Given data section start

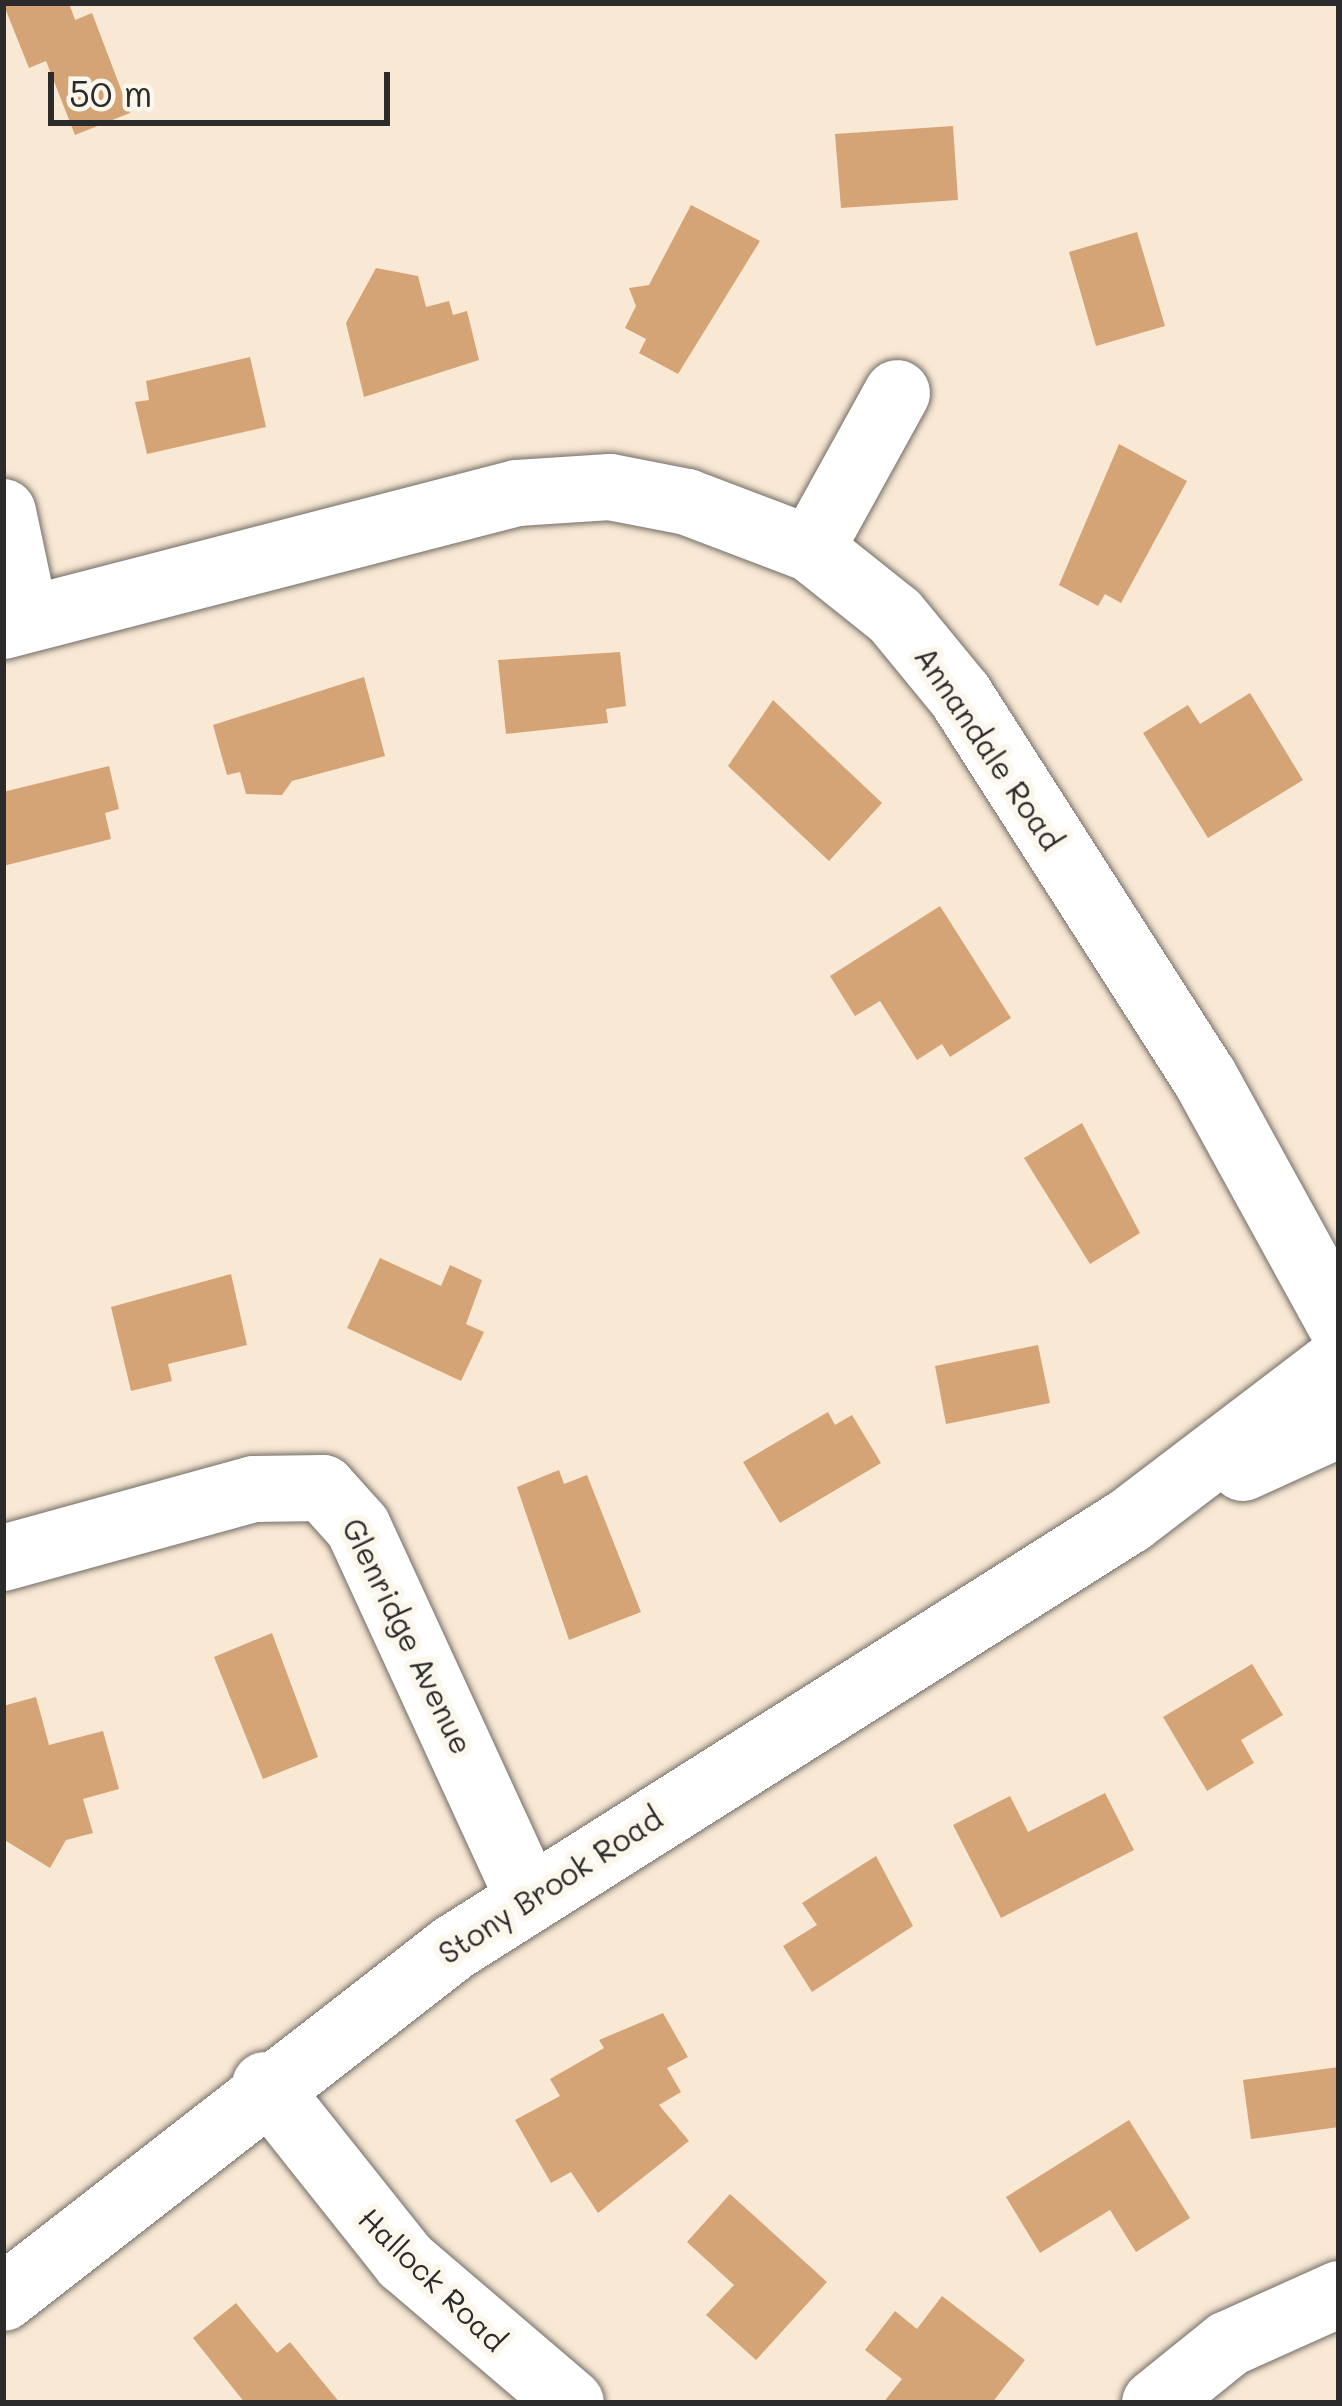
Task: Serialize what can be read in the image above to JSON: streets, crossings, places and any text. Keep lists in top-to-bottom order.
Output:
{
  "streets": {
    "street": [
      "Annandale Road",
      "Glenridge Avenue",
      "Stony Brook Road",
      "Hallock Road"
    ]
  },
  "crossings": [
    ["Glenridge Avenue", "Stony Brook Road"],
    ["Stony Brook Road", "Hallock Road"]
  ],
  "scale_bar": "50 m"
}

Given data section end
Given data section start

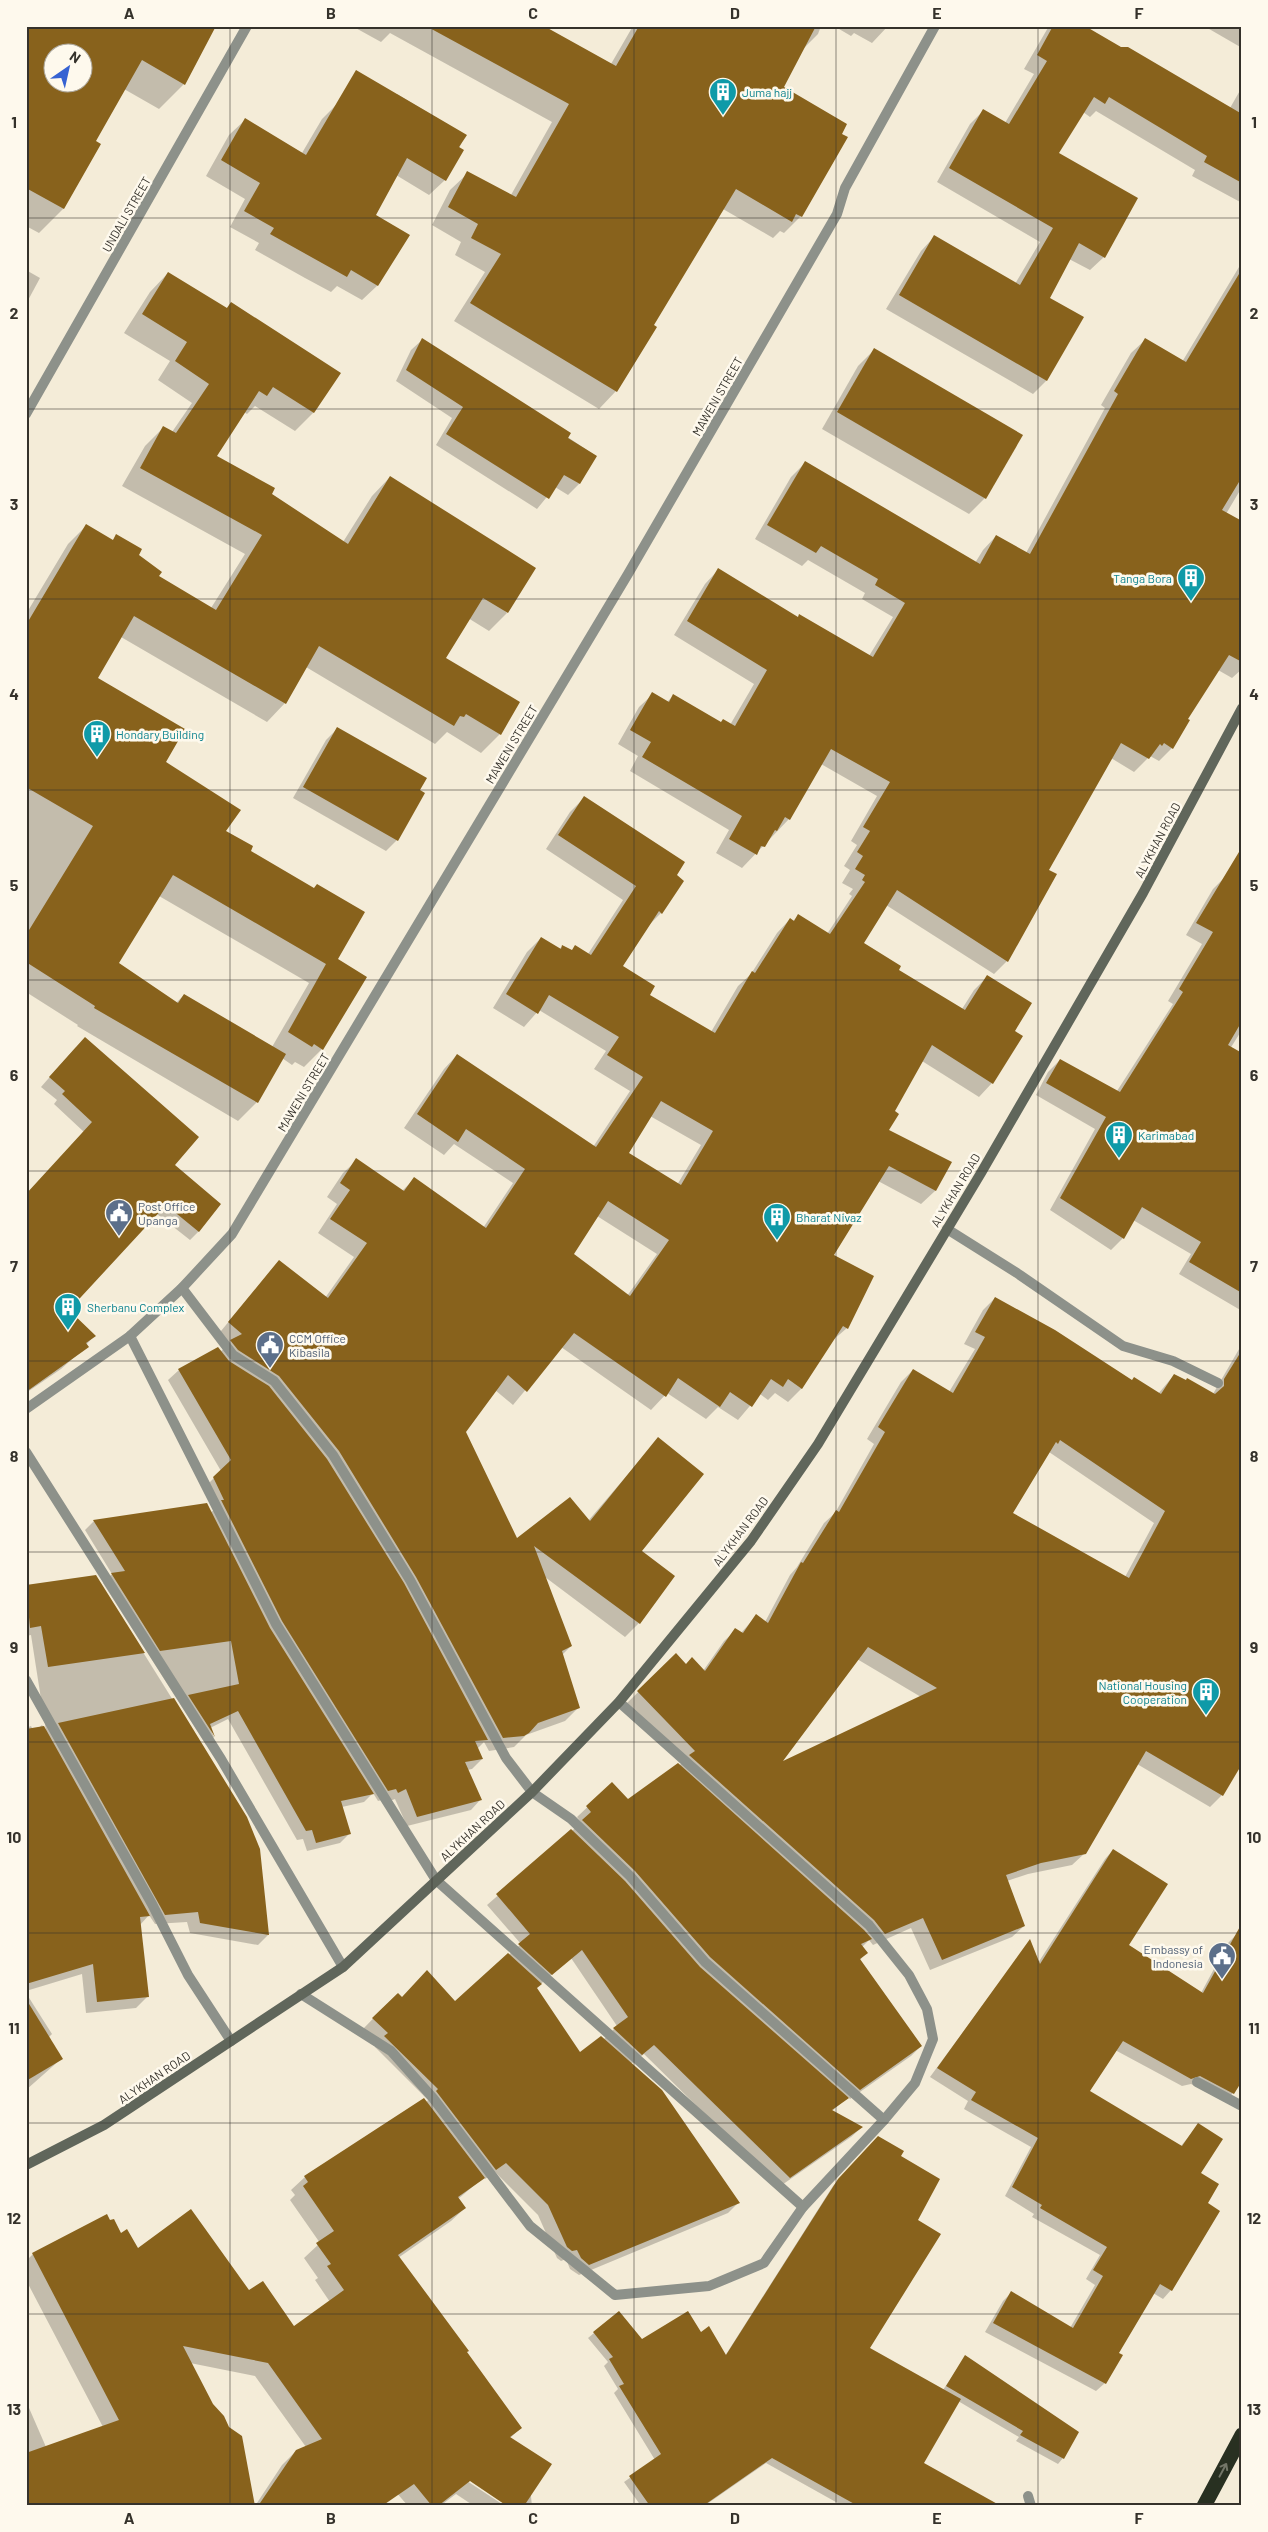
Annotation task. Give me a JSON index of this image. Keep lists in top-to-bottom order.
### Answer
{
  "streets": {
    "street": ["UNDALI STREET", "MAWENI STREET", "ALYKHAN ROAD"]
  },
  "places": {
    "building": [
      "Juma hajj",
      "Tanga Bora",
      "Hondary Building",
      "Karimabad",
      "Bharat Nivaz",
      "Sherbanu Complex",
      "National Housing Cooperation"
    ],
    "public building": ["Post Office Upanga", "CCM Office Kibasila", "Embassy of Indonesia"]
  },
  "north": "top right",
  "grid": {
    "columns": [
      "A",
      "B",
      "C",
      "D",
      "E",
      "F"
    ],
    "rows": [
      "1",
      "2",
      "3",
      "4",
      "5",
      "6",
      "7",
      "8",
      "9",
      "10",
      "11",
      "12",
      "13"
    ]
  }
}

Given data section end
Given data section start

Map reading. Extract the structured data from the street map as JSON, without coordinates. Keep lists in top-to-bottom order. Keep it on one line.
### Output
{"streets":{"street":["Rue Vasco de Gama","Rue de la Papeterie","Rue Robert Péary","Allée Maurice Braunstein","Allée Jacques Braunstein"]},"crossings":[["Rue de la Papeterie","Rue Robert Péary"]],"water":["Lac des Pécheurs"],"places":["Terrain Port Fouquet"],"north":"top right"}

Given data section end

Identify the lines above that contain the word "bottom", then copy them.

# Worked solution:
Task: Serialize what can be read in the image above to JSON: streets, crossings, places and any text. Keep lists in top-to-bottom order.
Annotation task. Give me a JSON index of this image. Keep lists in top-to-bottom order.
Map reading. Extract the structured data from the street map as JSON, without coordinates. Keep lists in top-to-bottom order. Keep it on one line.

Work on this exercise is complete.